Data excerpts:

▽

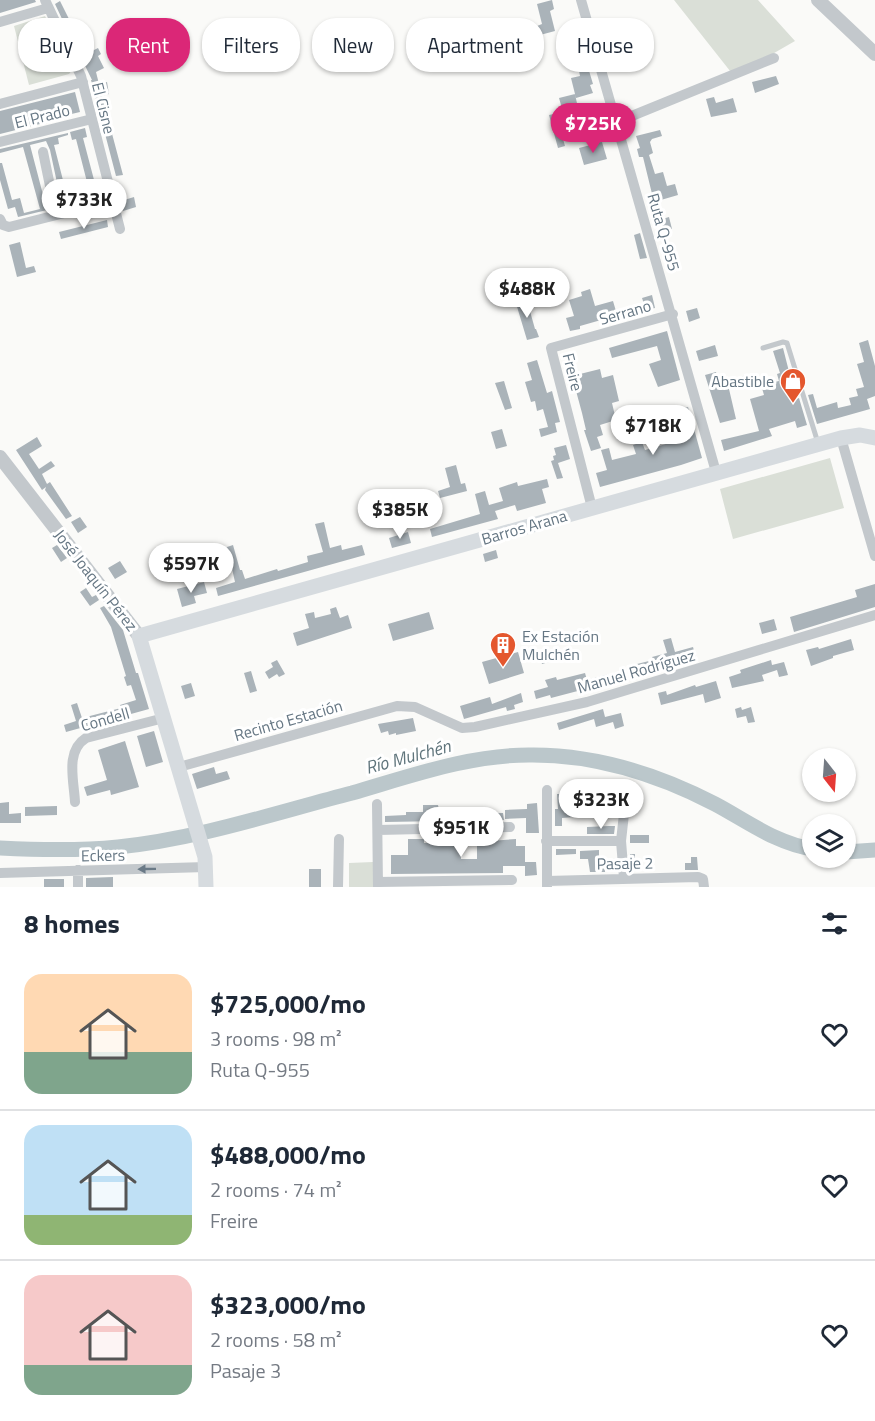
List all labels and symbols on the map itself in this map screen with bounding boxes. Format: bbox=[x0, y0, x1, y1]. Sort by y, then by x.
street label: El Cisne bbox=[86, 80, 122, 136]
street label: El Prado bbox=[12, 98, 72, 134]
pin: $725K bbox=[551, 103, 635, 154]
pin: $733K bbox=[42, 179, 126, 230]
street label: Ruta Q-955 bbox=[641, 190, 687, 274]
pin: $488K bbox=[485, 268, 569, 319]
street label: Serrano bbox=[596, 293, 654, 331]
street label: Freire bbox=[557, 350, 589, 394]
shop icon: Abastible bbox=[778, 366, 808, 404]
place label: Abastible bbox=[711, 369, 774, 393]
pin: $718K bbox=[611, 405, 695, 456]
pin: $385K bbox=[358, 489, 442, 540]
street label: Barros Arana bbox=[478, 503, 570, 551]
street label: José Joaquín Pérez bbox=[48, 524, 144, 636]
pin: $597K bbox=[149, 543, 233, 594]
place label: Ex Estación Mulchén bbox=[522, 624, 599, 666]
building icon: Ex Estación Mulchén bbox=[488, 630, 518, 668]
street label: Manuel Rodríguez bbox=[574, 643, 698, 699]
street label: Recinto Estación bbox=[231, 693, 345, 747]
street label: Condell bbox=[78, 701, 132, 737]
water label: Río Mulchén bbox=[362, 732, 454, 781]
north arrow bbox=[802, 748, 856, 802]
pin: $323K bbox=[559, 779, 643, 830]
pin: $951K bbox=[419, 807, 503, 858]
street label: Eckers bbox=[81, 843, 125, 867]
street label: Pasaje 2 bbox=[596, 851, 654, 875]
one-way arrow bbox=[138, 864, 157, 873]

△

• **Your goal**: Copy the data above line for line, skipping every picture.

• **Solution**:
List all labels and symbols on the map itself in this map screen with bounding boxes. Format: bbox=[x0, y0, x1, y1]. Sort by y, then by x.
street label: El Cisne bbox=[86, 80, 122, 136]
street label: El Prado bbox=[12, 98, 72, 134]
pin: $725K bbox=[551, 103, 635, 154]
pin: $733K bbox=[42, 179, 126, 230]
street label: Ruta Q-955 bbox=[641, 190, 687, 274]
pin: $488K bbox=[485, 268, 569, 319]
street label: Serrano bbox=[596, 293, 654, 331]
street label: Freire bbox=[557, 350, 589, 394]
shop icon: Abastible bbox=[778, 366, 808, 404]
place label: Abastible bbox=[711, 369, 774, 393]
pin: $718K bbox=[611, 405, 695, 456]
pin: $385K bbox=[358, 489, 442, 540]
street label: Barros Arana bbox=[478, 503, 570, 551]
street label: José Joaquín Pérez bbox=[48, 524, 144, 636]
pin: $597K bbox=[149, 543, 233, 594]
place label: Ex Estación Mulchén bbox=[522, 624, 599, 666]
building icon: Ex Estación Mulchén bbox=[488, 630, 518, 668]
street label: Manuel Rodríguez bbox=[574, 643, 698, 699]
street label: Recinto Estación bbox=[231, 693, 345, 747]
street label: Condell bbox=[78, 701, 132, 737]
water label: Río Mulchén bbox=[362, 732, 454, 781]
north arrow bbox=[802, 748, 856, 802]
pin: $323K bbox=[559, 779, 643, 830]
pin: $951K bbox=[419, 807, 503, 858]
street label: Eckers bbox=[81, 843, 125, 867]
street label: Pasaje 2 bbox=[596, 851, 654, 875]
one-way arrow bbox=[138, 864, 157, 873]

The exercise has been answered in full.